Aus der Amazon.de-Redaktion
Eine Autostunde von Fort Lauderdale, zwischen Obstplantagen und Sümpfen, liegt Torrance, die unspektakuläre Kleinstadt, typisch amerikanisch, herumgruppiert um die Hauptstraße, die von Arby's und KFC gesäumt wird. Doch von einem Tag auf den anderen bricht die große Katastrophe in die schwüle Idylle Süd-Floridas hinein: Ein beliebtes Mädchen aus der Highschool wird entführt und ermordet, und für den psychopathischen Mörder war dies erst der Anfang...
Eigentlichen wollten Sandy, ihr Mann Ian mit den zwei Kindern im Teenager-Alter einen Neuanfang in Torrance wagen - weg aus dem engen Neuengland, rein in den sonnigen Süden. Doch Ehemann Ian hatte offenbar seine ganz eigene Vorstellung von einem Neuanfang, wohnt doch seine blondierte und mit üppigen Silikon-Implantaten ausgestattete Internet-Bekanntschaft in dem Ort. Sandy erträgt die Demütigung mit erstaunlicher Würde und beginnt ohne ihren Mann ein neues Leben: Als Lehrerin an der örtlichen Highschool, die abends ebenso charmante wie auch desaströse Bekanntschaften macht. Fast hat man den Eindruck, die eigentlichen Teenager sind hier nicht die Schüler, sondern die Erwachsenen.
Sheriff John Weber heißt der zuständige Ermittler - ein übergewichtiger, ständig schwitzender Koloss, der pikanterweise mit Ians Geliebter eine Affäre hatte. Er macht sich, ebenso wie Sandy, die allen Grund zur Sorge um ihre Kinder und Schüler hat, auf die Jagd nach dem sadistischen Killer, doch der ist ihnen immer einen Schritt voraus.

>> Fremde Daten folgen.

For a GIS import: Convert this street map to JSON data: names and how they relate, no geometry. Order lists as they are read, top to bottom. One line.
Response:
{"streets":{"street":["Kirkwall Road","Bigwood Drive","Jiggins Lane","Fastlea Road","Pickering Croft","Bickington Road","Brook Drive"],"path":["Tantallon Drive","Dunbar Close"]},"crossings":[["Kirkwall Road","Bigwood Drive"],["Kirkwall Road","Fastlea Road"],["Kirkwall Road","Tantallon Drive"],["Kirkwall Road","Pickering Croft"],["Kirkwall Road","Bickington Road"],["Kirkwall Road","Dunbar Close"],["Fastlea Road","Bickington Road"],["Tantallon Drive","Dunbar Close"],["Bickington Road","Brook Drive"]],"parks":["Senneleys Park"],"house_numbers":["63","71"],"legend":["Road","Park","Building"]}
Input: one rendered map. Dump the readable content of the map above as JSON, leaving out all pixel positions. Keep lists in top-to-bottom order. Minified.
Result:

"Gewalt war nie mein Ding. Ich fand den Spannungsaufbau vor der Tat immer interessanter als die Tat selbst", bekennt der perfide Killer in einem der Abschnitte, die aus seiner Perspektive erzählt werden. Fielding treibt hier auch mit dem Leser ein doppeltes Spiel. Er kann gar nicht anders, als mit dem Killer zum Voyeur der Ängste und Leiden der Opfer zu werden - wenn er etwa erzählt, wie er sein Opfer beobachtet, das er wie ein Tier gefangen hält, wenn er mit seiner Verzweiflung spielt, sie bis zur Agonie peinigt.

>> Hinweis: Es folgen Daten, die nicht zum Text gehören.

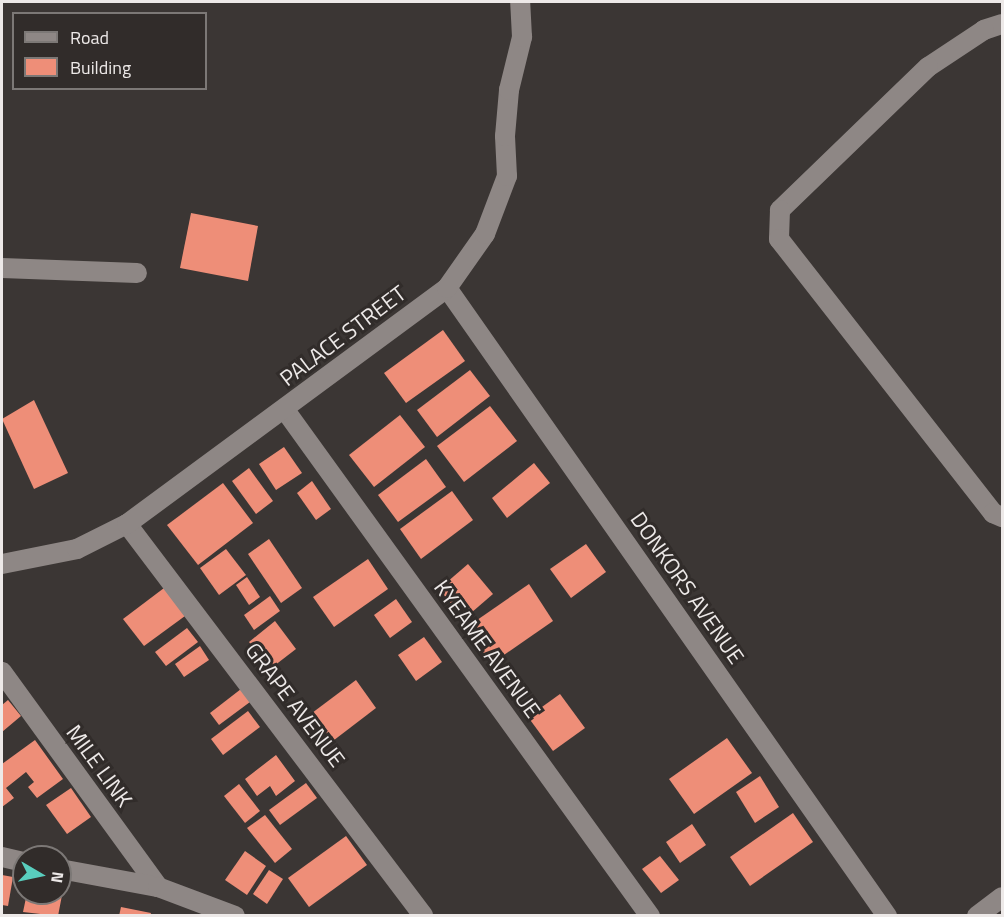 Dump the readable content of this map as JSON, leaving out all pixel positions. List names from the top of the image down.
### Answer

Fielding hat einen hochspannenden und grausamen Highschool-Thriller verfasst, der tief eindringt in das Gefühlsleben der Teenager, ihre Ängste, Nöte und Marotten. Diverse Seitenhiebe hat sie dabei übrig für das dort gängige Schönheitsideal, dem nicht wenige mit chirurgischer Hilfe hinterher jagen. Und dass nach zahlreichen Wendungen der Schluss noch einmal alles auf den Kopf stellt, davon kann man bei Joy Fielding mit ziemlicher Sicherheit ausgehen... -- Carsten Hansen, Literaturtest
Joy Fieldings neuester Thriller unterscheidet sich nicht wesentlich von seinen Vorgängern. In einem kleinen Städtchen in Florida verschwindet ein Mädchen nach dem anderen, und Fieldings Lieblingsprotagonisten tauchen alle wieder auf: Der prügelnde Ehemann, der seine Frau ständig betrügt. Der untreue Ehemann, der seine Lieb-aber-langweilig-Gattin für eine Jüngere sitzen lässt, die wie üblich ein Klischee aus blondiertem Haar und aufgespritzten Lippen ist. Das dicke, pickelige, unscheinbare Teenager-Mädchen, das immer gehänselt wird. Und der Polizist, der sein Leben nicht im Griff hat. Ab und an meldet sich der Mörder als Ich-Erzähler zu Wort, in den restlichen Kapiteln werden möglichst viele Verdächtige präsentiert. Die Überraschung am Ende ist dann auch keine wirkliche Überraschung, denn es gehört zum Schema F, dass die am wenigsten verdächtige Person der Täter ist. Tipp: Geld sparen und einen alten Joy-Fielding-Roman lesen. Den hat vermutlich sowieso jeder Krimifan im Regal stehen. (bl)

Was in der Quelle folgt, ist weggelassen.